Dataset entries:
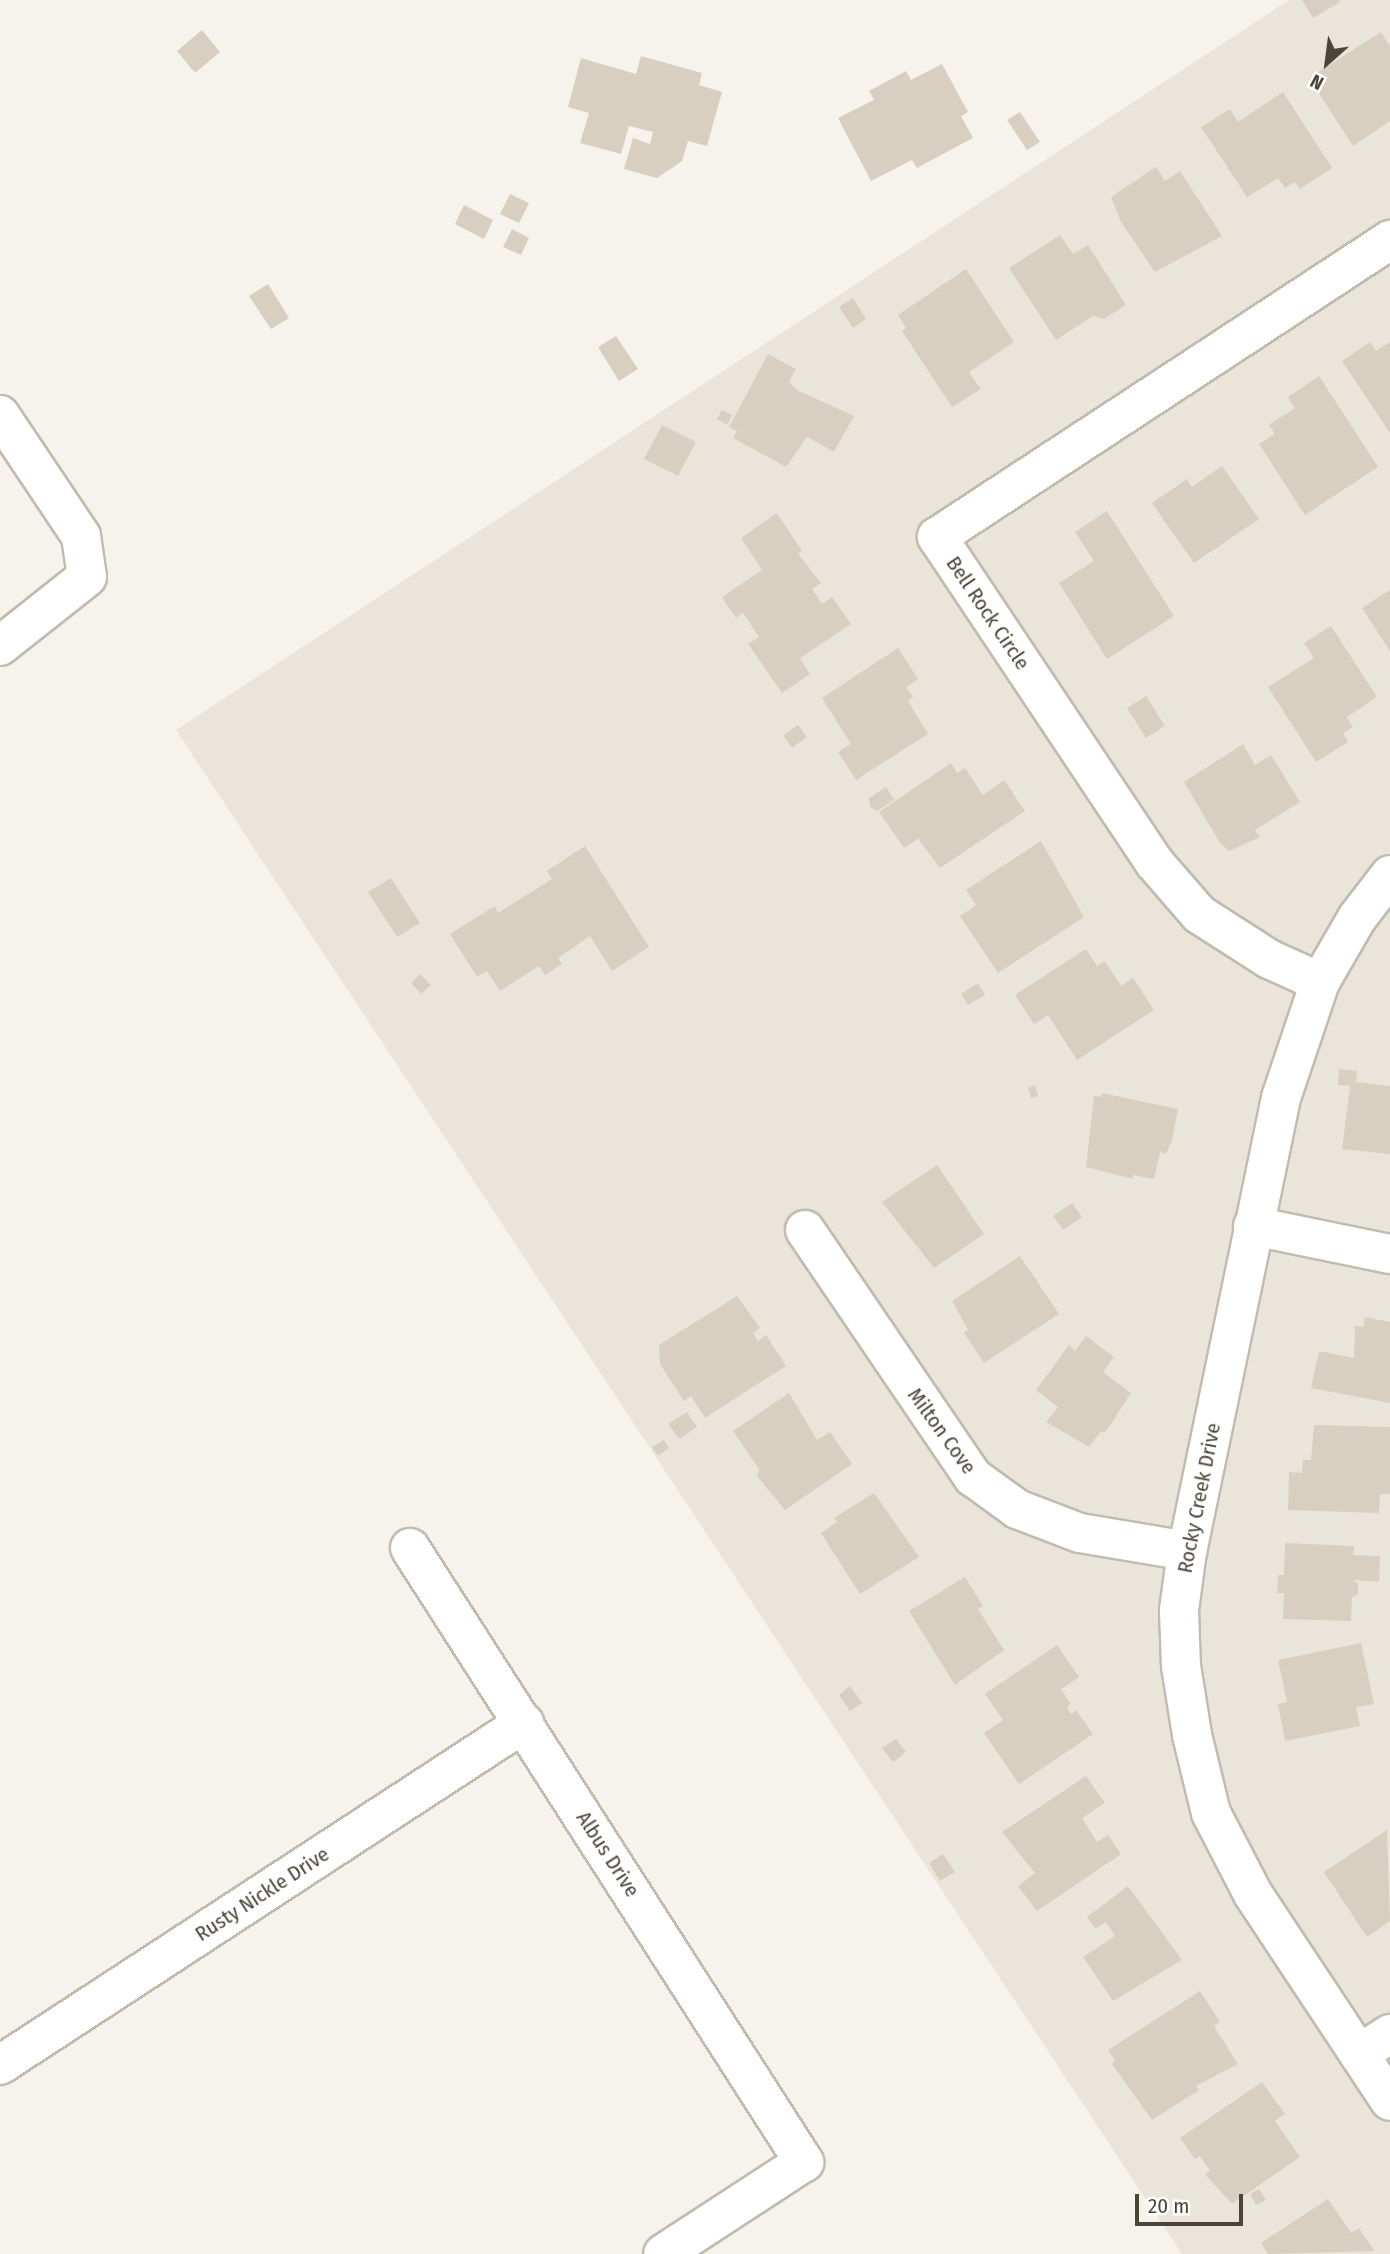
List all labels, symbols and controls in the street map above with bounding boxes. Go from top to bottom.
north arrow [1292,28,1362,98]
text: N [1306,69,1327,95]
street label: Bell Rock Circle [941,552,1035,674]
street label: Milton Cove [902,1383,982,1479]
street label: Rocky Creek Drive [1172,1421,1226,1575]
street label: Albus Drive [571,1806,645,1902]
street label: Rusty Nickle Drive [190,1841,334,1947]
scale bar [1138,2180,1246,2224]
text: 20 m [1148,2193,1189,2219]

WHAT YOU NEED TO DO: Pictures should be skipped, and the records retyped word for word.

YOUR SOLUTION:
List all labels, symbols and controls in the street map above with bounding boxes. Go from top to bottom.
north arrow [1292,28,1362,98]
text: N [1306,69,1327,95]
street label: Bell Rock Circle [941,552,1035,674]
street label: Milton Cove [902,1383,982,1479]
street label: Rocky Creek Drive [1172,1421,1226,1575]
street label: Albus Drive [571,1806,645,1902]
street label: Rusty Nickle Drive [190,1841,334,1947]
scale bar [1138,2180,1246,2224]
text: 20 m [1148,2193,1189,2219]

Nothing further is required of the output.